This past week Eric Asimov’s Wine’s Pleasures: Are They All in Your Head? reigned as the number one emailed article at the New York Times. It’s #3 as I write this, and is quite simply a superb article, wrapping so much into 1700 words. Makes me a little jealous, since it’s a great model for what we do here, both in content and style.
Here’s Asimov’s opening hook, “The mind of the wine consumer is a woolly place, packed with odd and arcane information fascinating to few. Like the pants pocket of a 7-year-old boy, it’s full of bits of string, bottle caps and shiny rocks collected while making the daily rounds of wine shops, restaurants, periodicals and the wine-soaked back alleys of the Internet.”

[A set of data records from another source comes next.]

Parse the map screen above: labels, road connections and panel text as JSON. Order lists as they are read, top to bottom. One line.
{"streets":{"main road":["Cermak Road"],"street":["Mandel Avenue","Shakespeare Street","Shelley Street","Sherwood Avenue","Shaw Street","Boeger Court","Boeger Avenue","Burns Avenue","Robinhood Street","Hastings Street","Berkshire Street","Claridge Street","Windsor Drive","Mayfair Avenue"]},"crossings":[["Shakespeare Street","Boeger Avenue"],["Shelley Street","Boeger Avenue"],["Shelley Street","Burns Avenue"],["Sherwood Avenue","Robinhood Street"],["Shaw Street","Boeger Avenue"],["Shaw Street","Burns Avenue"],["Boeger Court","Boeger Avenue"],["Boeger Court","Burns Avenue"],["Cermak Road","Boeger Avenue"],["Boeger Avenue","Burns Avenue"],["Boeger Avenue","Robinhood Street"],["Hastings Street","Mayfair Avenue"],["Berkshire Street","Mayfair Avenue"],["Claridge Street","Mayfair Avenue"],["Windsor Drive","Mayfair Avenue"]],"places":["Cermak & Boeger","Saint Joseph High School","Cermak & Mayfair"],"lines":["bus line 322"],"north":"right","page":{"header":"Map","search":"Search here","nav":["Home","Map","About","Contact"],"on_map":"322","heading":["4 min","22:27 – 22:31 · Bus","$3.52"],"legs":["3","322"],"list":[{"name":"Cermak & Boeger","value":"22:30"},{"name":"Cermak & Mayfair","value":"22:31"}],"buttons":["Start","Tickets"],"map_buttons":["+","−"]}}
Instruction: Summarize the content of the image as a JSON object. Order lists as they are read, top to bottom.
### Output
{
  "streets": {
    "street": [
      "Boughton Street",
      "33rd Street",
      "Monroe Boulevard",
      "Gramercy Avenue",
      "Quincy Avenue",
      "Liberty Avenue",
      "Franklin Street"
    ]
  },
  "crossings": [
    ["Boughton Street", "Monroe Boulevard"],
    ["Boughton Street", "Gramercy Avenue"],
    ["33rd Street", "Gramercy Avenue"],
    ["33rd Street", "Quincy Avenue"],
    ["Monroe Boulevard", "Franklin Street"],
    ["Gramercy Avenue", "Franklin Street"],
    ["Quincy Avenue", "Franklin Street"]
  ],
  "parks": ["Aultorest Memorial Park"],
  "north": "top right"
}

Asimov then takes on recent reports of wine that reduced it to expectations and over-rated prices—the “normal people like the cheap stuff in blind taste tastes” kind of thing. “In press accounts of two studies on wine psychology, consumers have been portrayed as dupes and twits, subject to the manipulations of marketers, critics and charlatan producers who have cloaked wine in mystique and sham sophistication in hopes of better separating the public from its money.”

Asimov proceeds to do something unusual for most journalists, he digs deeper into the actual data. And what does he find? Significant variation. Sure, novices do like the cheap champagne, but the experts prefer the Dom Perignon. So there is no such thing as the “average oenophile.”